PROMPT:
Transcribe each record exactly, but omit pictures.

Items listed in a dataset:

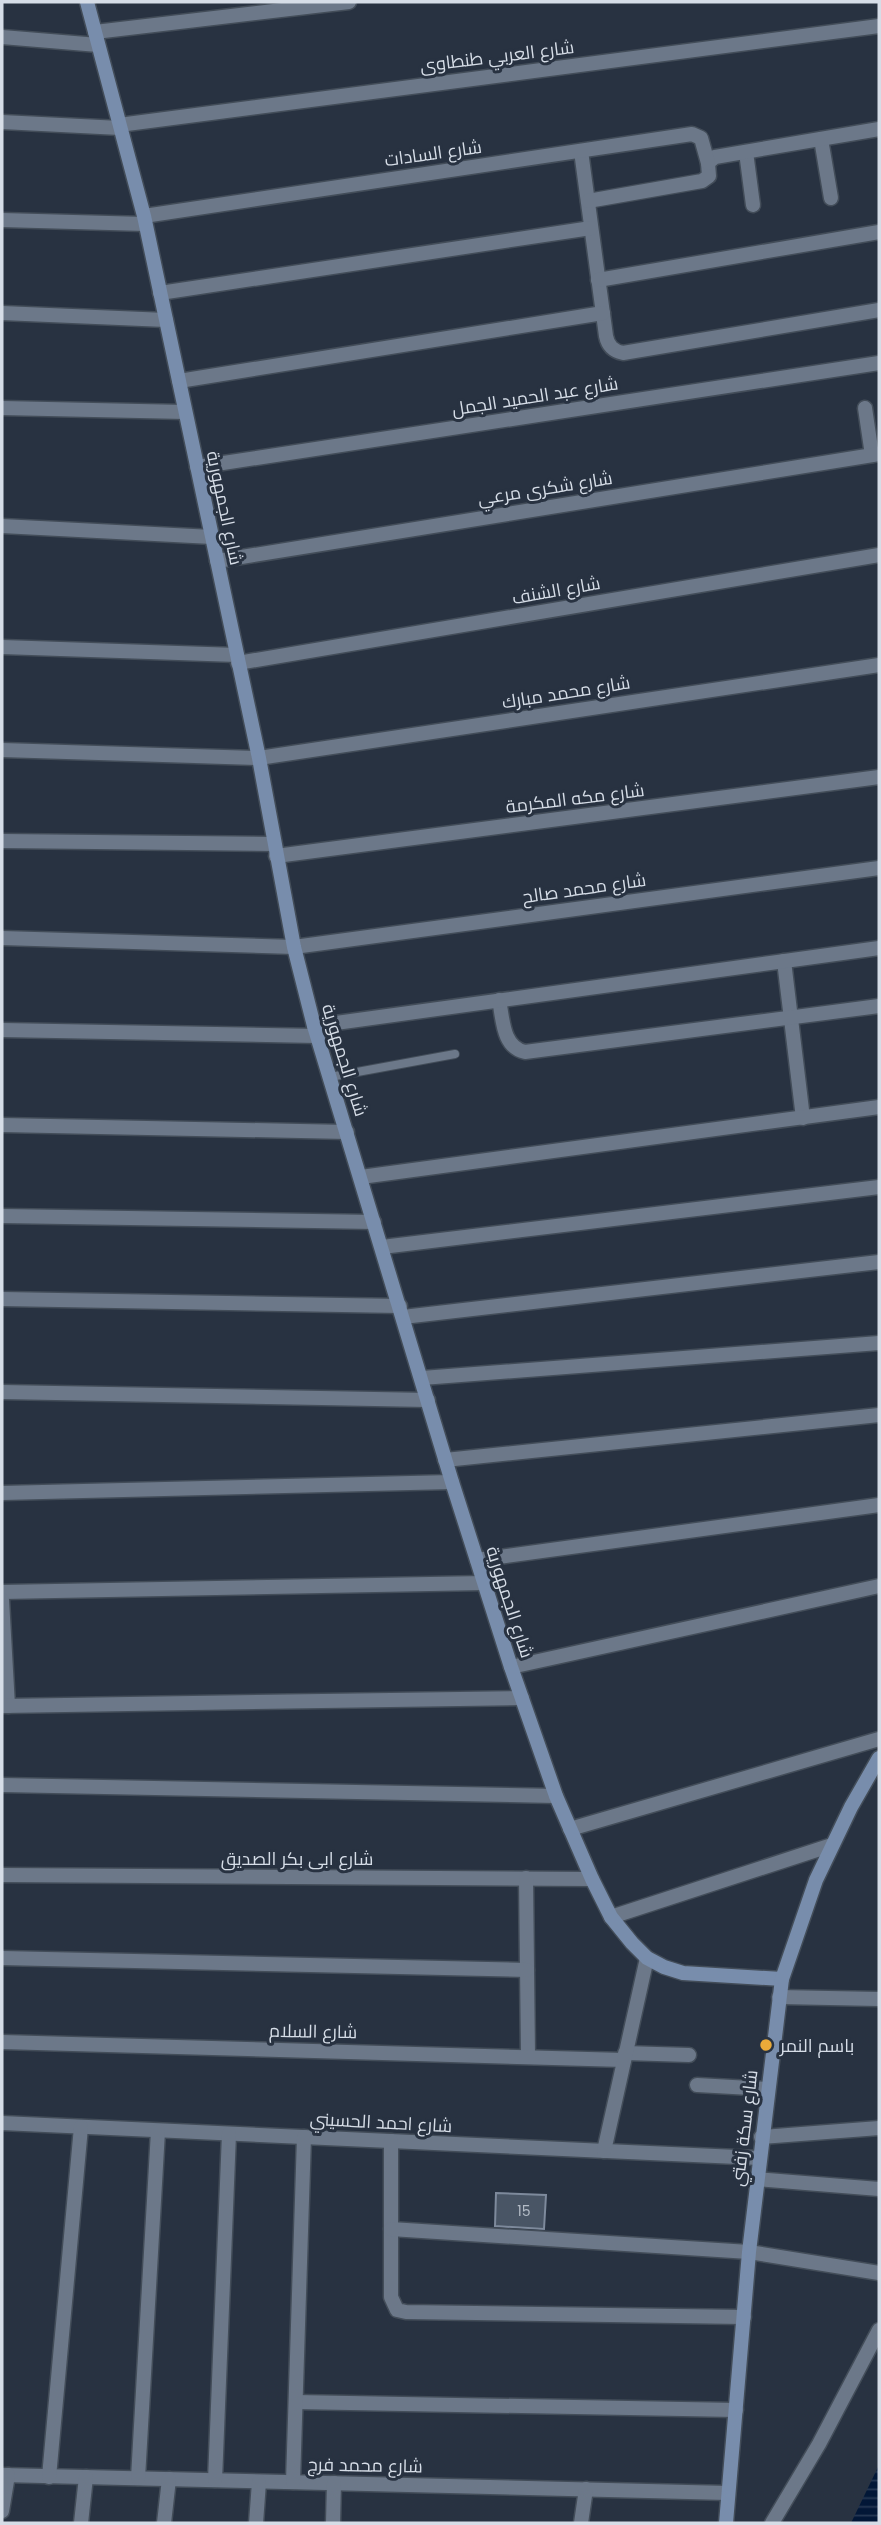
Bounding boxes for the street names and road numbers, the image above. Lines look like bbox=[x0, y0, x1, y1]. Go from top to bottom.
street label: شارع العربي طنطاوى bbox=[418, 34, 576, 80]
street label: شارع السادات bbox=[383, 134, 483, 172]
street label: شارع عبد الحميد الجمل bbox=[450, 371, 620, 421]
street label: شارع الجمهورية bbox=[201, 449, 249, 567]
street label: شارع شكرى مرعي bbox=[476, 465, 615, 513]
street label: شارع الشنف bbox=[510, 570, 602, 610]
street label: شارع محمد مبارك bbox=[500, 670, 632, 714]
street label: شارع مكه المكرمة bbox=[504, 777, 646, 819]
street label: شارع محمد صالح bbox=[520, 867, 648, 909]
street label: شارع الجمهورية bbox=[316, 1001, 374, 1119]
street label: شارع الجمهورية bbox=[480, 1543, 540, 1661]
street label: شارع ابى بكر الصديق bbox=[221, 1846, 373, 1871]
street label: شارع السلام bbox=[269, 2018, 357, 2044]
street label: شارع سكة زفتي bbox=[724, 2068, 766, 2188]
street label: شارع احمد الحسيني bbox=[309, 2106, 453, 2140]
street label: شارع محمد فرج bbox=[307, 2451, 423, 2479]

RESPONSE AREA:
Bounding boxes for the street names and road numbers, the image above. Lines look like bbox=[x0, y0, x1, y1]. Go from top to bottom.
street label: شارع العربي طنطاوى bbox=[418, 34, 576, 80]
street label: شارع السادات bbox=[383, 134, 483, 172]
street label: شارع عبد الحميد الجمل bbox=[450, 371, 620, 421]
street label: شارع الجمهورية bbox=[201, 449, 249, 567]
street label: شارع شكرى مرعي bbox=[476, 465, 615, 513]
street label: شارع الشنف bbox=[510, 570, 602, 610]
street label: شارع محمد مبارك bbox=[500, 670, 632, 714]
street label: شارع مكه المكرمة bbox=[504, 777, 646, 819]
street label: شارع محمد صالح bbox=[520, 867, 648, 909]
street label: شارع الجمهورية bbox=[316, 1001, 374, 1119]
street label: شارع الجمهورية bbox=[480, 1543, 540, 1661]
street label: شارع ابى بكر الصديق bbox=[221, 1846, 373, 1871]
street label: شارع السلام bbox=[269, 2018, 357, 2044]
street label: شارع سكة زفتي bbox=[724, 2068, 766, 2188]
street label: شارع احمد الحسيني bbox=[309, 2106, 453, 2140]
street label: شارع محمد فرج bbox=[307, 2451, 423, 2479]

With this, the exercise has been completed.